━━ Source material ━━
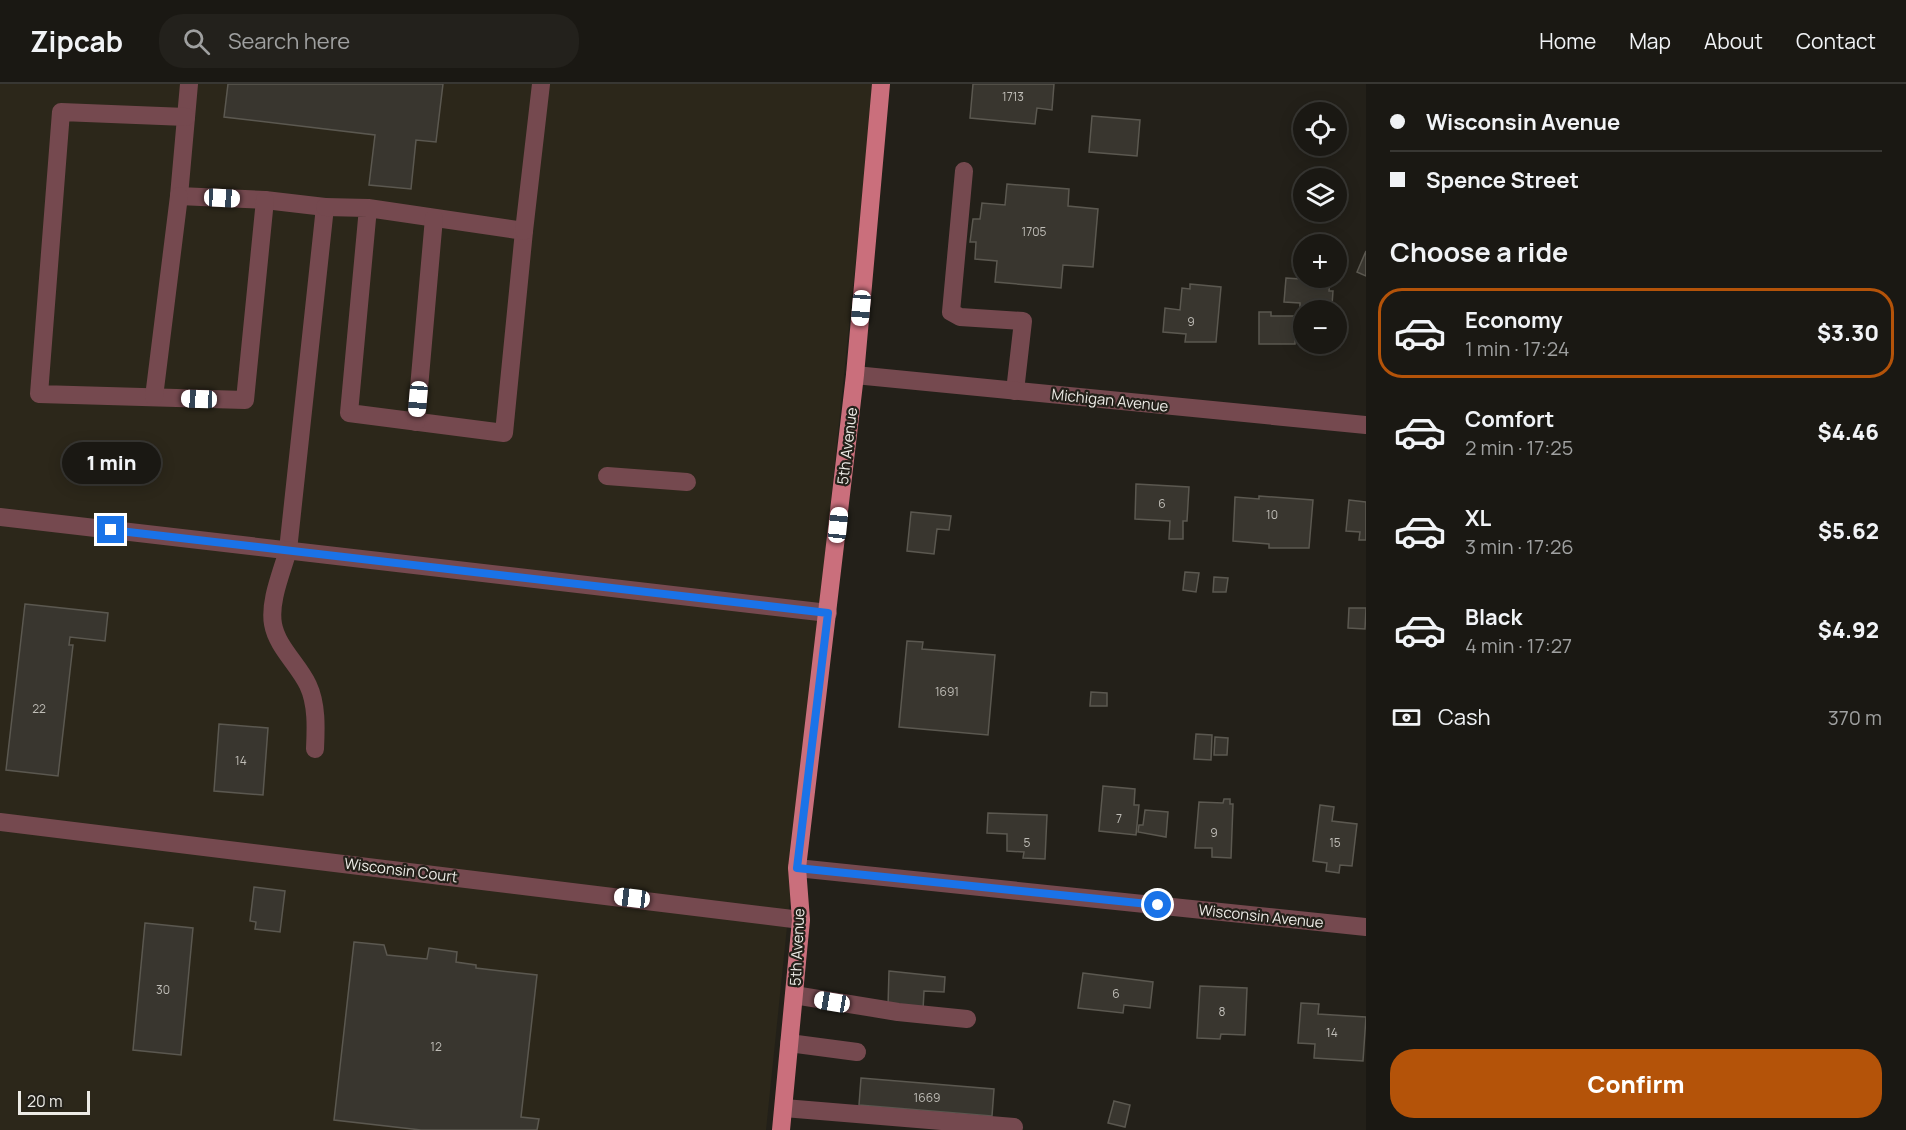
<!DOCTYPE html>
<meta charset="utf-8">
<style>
body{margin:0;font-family:Manrope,sans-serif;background:#23211c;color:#f1f3f6;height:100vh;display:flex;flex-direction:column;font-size:22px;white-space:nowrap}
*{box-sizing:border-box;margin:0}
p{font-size:20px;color:#9fa0a0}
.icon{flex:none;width:33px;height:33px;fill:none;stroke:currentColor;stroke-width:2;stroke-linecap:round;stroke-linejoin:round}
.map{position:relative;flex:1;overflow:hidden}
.panel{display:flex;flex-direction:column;background:#1a1813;width:540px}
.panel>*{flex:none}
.banner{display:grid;align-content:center;height:132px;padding:0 24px;background:#1a1813}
.fabs{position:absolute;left:1293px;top:18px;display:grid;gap:12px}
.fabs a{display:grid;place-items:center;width:54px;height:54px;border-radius:50%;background:#1a1813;box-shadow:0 3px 15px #0003,0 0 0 2px #383733;font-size:30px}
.scale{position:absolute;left:18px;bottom:15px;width:72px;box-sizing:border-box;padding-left:6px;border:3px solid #edebe6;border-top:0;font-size:16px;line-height:21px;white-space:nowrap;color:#edebe6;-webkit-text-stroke:4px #232019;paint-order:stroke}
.end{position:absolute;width:27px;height:27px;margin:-14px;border:8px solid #1a73e8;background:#fff;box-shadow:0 0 0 3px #fff}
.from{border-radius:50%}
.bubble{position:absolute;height:42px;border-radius:21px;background:#1a1813;box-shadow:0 3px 15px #0003,0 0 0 2px #383733;font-size:20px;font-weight:800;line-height:42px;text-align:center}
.car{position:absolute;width:18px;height:36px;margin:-18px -9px;border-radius:8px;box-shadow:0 0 4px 2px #0007;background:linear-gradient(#fff 24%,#345 0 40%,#fff 0 76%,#345 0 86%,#fff 0)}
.banner b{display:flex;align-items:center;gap:21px;height:57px;font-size:22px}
.banner b+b{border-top:2px solid #383733}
.banner i{width:15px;height:15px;background:#f1f3f6}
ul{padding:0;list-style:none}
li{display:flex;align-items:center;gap:18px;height:90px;margin:0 12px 9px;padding:0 12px;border:3px solid transparent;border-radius:24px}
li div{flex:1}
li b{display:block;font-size:22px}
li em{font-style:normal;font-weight:800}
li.active{border-color:#b45309}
li>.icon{width:54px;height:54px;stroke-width:1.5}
h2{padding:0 24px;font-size:27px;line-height:72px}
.pay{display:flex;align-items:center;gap:15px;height:66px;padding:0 24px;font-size:22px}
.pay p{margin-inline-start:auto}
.action{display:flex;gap:12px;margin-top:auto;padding:12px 24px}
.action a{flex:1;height:69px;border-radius:24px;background:#b45309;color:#fff;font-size:24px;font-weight:800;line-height:69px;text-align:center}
header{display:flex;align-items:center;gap:36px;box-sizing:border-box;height:84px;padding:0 30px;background:#1a1813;border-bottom:2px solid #383733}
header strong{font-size:28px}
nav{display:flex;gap:33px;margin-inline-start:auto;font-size:21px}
.search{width:420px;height:54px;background:#23211c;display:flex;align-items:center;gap:15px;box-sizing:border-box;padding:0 21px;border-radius:24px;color:#9fa0a0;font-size:22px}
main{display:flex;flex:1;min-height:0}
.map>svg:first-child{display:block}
.built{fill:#2c271a}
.building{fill:#39362f;stroke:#5b5850;stroke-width:1.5}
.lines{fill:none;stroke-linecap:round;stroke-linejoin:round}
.minor{stroke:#75494f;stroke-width:18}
.major{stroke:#ca6f7c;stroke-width:18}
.route{stroke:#1a73e8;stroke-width:8}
.labels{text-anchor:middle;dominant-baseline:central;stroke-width:4.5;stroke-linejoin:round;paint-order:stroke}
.number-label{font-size:12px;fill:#c0beb8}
.street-label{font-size:15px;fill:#edebe6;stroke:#232019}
</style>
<header>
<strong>Zipcab</strong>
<div class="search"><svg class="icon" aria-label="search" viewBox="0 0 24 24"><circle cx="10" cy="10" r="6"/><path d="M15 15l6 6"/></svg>Search here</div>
<nav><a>Home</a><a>Map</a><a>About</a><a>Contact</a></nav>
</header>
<main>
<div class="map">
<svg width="1366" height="1046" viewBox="0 0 1366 1046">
<rect width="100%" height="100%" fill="#232019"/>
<path class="built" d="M0,0H874L766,1046H0Z"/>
<g class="building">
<path d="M228,0H443L436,58L416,56L411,105L369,101L375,51L224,33Z"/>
<path d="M973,0H1054L1052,26L1037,24L1035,40L970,34Z"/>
<path d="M1092,32L1140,36L1137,72L1089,68Z"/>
<path d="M1007,100L1069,105L1068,122L1098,125L1093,183L1063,181L1061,204L995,198L997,177L975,175L976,158H970L973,135H980L982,119L1005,121Z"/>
<path d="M1366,167V192L1357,188Z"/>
<path d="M1286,194L1330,197L1329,207H1333L1332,221H1329L1328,225L1300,223V219L1284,218Z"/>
<path d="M1190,200L1221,203L1216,258H1185L1186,250L1163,248L1165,224L1180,226L1182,204L1190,205Z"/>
<path d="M1259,228H1271V232H1296L1295,260H1259Z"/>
<path d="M1136,400L1189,403L1187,437H1183V455H1169L1170,437L1135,435Z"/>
<path d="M1259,412L1313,416L1309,464H1269V460L1233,457L1235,413L1259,415Z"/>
<path d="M1349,416L1366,418V456H1359L1360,448L1346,447Z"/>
<path d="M911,428L951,432L949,446L937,445L934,470L907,467Z"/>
<path d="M1185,488L1199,489L1196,508L1183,506Z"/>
<path d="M1214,493L1228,494L1226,508H1213Z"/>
<path d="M25,520L108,529L105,557L70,553L69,561H73L58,692L6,686Z"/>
<path d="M1349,524H1366L1365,545L1348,544Z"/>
<path d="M907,557L923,558L922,565L995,571L988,651L899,643Z"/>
<path d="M1091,608L1107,609V622H1090Z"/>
<path d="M219,640L268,644L263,711L214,707Z"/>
<path d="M1196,650L1212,651L1211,676L1194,675Z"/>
<path d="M1215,653L1228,654L1227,671H1214Z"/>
<path d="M1103,702L1135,705L1134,721H1139L1136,751L1099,747Z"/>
<path d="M1224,715H1230V720H1233L1231,774L1212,773V764H1195L1199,718L1223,719Z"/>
<path d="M1320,721L1334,723L1332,737L1357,740L1352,782L1340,781L1339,789L1326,787L1327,779L1313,777Z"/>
<path d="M1145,726L1168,728L1166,753L1138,748L1139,741H1143Z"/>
<path d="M988,729L1047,731L1045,775L1023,774L1024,768L1007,767V750L987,749Z"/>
<path d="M254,803L285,807L280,848L255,845L256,838L250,837Z"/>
<path d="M145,839L193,844L181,971L133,966Z"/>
<path d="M354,858L384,861L387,871L427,875L429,864L457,868L456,878L476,881V884L537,891L521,1033L539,1035L537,1046H421L334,1036Z"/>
<path d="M889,887L945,893L944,908L924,907L923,926L888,922Z"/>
<path d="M1083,889L1153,898L1150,924L1124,921L1123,929L1078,924Z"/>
<path d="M1200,902L1247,904L1245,951L1221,950L1220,955L1197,954Z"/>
<path d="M1301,919L1319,920L1318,930L1366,933L1363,977L1314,974L1315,960L1298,959Z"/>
<path d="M861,994L994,1005L992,1032L859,1021Z"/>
<path d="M1114,1017L1130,1021L1125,1043L1108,1039Z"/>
</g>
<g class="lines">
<g class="minor">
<path d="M189,0L179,112L265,116L325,123L288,466C282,488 269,517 273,540C277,563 298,580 308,601C317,620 316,644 315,665"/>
<path d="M186,33L61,28L39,310L245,316L265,116"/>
<path d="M964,87L951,228L960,233L1023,237L1015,307"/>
<path d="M325,123L368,124L524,147L504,349L349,329L368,124"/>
<path d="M524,147L541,0"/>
<path d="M855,291L1366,341"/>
<path d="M154,313L179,112"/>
<path d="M416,338L434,134"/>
<path d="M607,392L687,398"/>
<path d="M0,433L828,529"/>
<path d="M0,738L801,836"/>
<path d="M797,784L1366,843"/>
<path d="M794,911L898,928L967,935"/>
<path d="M789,959L857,968"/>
<path d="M784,1024L1014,1043"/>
</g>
<path class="major" d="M781,1046L801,836L797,784L855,291L881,0"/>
</g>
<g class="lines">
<path class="route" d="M111,446L828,529L797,784L1158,821"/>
</g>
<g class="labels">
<g class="number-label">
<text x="1013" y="12">1713</text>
<text x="1034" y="147">1705</text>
<text x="1191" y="237">9</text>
<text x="1162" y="419">6</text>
<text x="1272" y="430">10</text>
<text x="947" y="607">1691</text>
<text x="39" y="624">22</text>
<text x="241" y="676">14</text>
<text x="1119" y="734">7</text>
<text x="1214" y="748">9</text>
<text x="1027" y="758">5</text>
<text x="1335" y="758">15</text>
<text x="163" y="905">30</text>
<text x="1116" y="909">6</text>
<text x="1222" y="927">8</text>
<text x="1332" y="948">14</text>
<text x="436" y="962">12</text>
<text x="927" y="1013">1669</text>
</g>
<g class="street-label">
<text transform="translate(1110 316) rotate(6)">Michigan Avenue</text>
<text transform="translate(847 362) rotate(-83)">5th Avenue</text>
<text transform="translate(401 786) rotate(7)">Wisconsin Court</text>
<text transform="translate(1261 832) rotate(6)">Wisconsin Avenue</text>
<text transform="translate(797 863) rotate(-87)">5th Avenue</text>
</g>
</g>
</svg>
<div class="fabs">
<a><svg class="icon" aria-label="locate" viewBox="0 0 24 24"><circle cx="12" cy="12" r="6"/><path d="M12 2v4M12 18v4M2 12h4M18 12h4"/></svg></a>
<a><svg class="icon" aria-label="layers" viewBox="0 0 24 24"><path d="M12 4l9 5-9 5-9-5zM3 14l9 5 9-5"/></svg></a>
<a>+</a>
<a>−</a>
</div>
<div class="scale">20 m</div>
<i class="end from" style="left:1158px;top:821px"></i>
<i class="end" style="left:111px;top:446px"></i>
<div class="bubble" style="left:62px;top:358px;width:99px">1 min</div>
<i class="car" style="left:222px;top:114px;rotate:93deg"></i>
<i class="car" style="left:861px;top:224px;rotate:185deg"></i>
<i class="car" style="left:199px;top:315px;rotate:272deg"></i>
<i class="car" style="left:418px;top:315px;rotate:185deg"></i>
<i class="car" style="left:838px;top:441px;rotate:6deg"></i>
<i class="car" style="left:632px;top:814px;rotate:277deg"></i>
<i class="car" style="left:832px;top:918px;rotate:280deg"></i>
</div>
<section class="panel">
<div class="banner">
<b><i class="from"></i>Wisconsin Avenue</b>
<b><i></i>Spence Street</b>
</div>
<h2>Choose a ride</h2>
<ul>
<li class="active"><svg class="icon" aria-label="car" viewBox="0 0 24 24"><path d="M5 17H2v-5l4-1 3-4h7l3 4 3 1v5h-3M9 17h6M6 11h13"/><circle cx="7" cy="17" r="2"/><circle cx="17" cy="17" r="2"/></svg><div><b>Economy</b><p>1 min · 17:24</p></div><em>$3.30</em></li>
<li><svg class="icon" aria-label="car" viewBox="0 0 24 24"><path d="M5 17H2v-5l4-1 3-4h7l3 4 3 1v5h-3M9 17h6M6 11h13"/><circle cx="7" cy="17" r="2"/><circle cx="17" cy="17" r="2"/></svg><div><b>Comfort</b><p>2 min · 17:25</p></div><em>$4.46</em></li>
<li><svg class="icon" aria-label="car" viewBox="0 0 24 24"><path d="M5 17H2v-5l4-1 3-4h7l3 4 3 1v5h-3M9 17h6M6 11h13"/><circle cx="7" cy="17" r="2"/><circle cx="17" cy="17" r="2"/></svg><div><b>XL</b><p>3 min · 17:26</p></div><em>$5.62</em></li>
<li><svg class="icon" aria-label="car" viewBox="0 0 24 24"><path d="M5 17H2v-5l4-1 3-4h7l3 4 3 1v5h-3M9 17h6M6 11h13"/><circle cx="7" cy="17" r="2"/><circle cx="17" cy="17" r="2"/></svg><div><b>Black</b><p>4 min · 17:27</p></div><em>$4.92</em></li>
</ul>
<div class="pay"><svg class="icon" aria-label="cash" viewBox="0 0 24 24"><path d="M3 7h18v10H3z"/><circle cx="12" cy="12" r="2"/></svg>Cash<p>370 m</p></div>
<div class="action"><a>Confirm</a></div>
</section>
</main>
━━━
What is being asked: Your answer must consist of every line in the listing that contains "linecap".

Response area:
.icon{flex:none;width:33px;height:33px;fill:none;stroke:currentColor;stroke-width:2;stroke-linecap:round;stroke-linejoin:round}
.lines{fill:none;stroke-linecap:round;stroke-linejoin:round}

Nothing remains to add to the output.